Sequential Outlier Detection based on Incremental Decision Trees
This work addresses the problem of real-time anomaly detection for streaming data applications, offering an incremental and adaptive approach that mitigates overfitting while improving accuracy.
The paper tackles online outlier detection in data streams by introducing a two-stage algorithm that constructs a multi-modal density function using incremental decision trees and adaptive thresholding, achieving performance comparable to the best convex combination of density functions and the optimal pre-fixed threshold, with significant improvements over state-of-the-art methods in experiments on synthetic and real data.
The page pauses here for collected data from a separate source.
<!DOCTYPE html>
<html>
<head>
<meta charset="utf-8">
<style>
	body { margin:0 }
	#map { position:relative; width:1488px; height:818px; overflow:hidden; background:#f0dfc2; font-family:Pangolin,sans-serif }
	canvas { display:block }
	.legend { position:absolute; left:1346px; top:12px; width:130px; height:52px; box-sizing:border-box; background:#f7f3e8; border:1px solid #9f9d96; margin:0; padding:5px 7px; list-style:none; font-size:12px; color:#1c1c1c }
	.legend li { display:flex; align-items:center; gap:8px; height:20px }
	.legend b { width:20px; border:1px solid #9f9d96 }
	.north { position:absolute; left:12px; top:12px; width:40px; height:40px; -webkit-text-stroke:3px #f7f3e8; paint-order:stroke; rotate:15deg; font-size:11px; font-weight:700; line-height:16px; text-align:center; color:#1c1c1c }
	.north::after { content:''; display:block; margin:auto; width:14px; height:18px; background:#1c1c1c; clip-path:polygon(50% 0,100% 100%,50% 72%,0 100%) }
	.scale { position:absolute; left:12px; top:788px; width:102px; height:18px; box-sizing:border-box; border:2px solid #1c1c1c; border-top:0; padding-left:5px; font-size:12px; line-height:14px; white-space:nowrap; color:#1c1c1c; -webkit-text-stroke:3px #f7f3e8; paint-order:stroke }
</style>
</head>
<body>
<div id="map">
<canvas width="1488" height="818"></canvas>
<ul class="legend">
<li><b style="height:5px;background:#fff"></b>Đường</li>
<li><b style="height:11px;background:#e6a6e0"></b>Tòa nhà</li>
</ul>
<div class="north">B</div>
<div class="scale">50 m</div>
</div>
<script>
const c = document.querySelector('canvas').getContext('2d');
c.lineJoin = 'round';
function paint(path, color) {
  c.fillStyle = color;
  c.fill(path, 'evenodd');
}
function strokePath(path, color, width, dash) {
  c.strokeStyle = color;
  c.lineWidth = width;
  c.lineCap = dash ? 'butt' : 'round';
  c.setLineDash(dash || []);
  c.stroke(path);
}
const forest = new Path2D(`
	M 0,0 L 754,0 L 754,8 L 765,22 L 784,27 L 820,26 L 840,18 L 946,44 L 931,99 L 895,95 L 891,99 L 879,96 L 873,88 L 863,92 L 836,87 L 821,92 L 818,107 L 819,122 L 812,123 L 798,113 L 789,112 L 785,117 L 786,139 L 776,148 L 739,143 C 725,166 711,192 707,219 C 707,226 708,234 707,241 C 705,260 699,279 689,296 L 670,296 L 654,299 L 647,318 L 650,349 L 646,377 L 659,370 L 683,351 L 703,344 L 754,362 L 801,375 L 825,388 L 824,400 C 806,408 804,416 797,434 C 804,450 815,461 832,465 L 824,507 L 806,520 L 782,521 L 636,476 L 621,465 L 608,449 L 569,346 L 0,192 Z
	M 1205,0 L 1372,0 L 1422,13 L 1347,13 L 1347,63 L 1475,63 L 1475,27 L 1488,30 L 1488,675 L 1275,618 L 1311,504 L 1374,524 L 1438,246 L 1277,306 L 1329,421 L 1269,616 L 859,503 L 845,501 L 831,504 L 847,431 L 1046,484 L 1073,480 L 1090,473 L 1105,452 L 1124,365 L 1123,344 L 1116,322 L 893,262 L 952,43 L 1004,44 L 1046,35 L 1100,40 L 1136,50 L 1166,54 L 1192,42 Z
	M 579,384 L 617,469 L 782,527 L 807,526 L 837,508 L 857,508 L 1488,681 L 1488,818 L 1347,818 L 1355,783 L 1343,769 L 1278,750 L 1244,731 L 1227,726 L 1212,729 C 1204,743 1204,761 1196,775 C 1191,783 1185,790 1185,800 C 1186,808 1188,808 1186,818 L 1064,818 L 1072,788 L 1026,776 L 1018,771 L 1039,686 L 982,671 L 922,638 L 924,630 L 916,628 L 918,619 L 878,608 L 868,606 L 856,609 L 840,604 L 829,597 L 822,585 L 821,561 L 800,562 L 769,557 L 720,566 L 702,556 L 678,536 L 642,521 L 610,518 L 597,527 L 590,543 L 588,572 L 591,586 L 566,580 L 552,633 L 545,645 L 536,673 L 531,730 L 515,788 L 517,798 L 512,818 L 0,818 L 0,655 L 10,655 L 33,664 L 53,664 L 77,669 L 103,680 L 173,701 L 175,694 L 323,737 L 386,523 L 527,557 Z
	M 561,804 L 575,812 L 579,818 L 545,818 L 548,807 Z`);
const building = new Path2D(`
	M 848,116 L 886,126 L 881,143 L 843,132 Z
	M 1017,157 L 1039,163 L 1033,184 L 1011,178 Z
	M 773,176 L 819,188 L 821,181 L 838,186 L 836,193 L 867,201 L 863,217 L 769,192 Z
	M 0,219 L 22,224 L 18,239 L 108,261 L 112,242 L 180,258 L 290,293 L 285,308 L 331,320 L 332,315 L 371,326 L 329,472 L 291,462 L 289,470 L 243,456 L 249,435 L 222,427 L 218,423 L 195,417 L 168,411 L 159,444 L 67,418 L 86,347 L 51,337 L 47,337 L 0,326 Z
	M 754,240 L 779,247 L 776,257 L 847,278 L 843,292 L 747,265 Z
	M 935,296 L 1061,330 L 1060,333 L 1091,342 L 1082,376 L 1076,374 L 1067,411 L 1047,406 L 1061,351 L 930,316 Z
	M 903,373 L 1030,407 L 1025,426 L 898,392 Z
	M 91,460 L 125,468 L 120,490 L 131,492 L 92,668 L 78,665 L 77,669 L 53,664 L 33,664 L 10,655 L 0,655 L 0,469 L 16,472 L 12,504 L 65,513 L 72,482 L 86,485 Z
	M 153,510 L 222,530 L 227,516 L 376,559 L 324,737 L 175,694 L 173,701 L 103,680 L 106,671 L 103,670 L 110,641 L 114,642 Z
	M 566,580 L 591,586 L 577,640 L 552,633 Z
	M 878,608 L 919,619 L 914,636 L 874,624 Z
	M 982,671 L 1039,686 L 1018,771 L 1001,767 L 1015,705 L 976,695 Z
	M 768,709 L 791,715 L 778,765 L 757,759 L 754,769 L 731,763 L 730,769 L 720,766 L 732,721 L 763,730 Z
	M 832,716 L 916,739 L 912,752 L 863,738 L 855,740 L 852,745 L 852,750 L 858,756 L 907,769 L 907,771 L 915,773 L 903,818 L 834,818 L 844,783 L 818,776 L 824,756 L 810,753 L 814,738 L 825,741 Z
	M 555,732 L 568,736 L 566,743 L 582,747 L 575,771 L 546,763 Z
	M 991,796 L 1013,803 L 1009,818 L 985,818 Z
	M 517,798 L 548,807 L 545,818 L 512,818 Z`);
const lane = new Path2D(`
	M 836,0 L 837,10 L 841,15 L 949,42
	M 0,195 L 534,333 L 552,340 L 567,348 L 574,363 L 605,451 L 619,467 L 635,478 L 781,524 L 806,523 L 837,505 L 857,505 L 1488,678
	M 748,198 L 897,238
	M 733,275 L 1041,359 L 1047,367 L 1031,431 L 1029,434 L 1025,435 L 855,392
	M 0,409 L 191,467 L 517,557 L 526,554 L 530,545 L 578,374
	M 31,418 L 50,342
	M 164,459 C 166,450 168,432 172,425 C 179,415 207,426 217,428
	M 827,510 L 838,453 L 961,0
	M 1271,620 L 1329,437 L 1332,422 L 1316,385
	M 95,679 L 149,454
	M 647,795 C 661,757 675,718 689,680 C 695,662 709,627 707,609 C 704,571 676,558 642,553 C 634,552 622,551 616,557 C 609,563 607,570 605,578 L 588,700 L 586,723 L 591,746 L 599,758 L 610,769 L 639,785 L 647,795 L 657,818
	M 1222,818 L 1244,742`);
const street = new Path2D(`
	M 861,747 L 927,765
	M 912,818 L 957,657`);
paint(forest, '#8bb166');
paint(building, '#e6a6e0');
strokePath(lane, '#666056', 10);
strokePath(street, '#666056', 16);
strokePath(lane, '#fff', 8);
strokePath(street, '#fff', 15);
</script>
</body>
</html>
We introduce an online outlier detection algorithm to detect outliers in a sequentially observed data stream. For this purpose, we use a two-stage filtering and hedging approach. In the first stage, we construct a multi-modal probability density function to model the normal samples. In the second stage, given a new observation, we label it as an anomaly if the value of aforementioned density function is below a specified threshold at the newly observed point. In order to construct our multi-modal density function, we use an incremental decision tree to construct a set of subspaces of the observation space. We train a single component density function of the exponential family using the observations, which fall inside each subspace represented on the tree. These single component density functions are then adaptively combined to produce our multi-modal density function, which is shown to achieve the performance of the best convex combination of the density functions defined on the subspaces. As we observe more samples, our tree grows and produces more subspaces. As a result, our modeling power increases in time, while mitigating overfitting issues. In order to choose our threshold level to label the observations, we use an adaptive thresholding scheme. We show that our adaptive threshold level achieves the performance of the optimal pre-fixed threshold level, which knows the observation labels in hindsight. Our algorithm provides significant performance improvements over the state of the art in our wide set of experiments involving both synthetic as well as real data.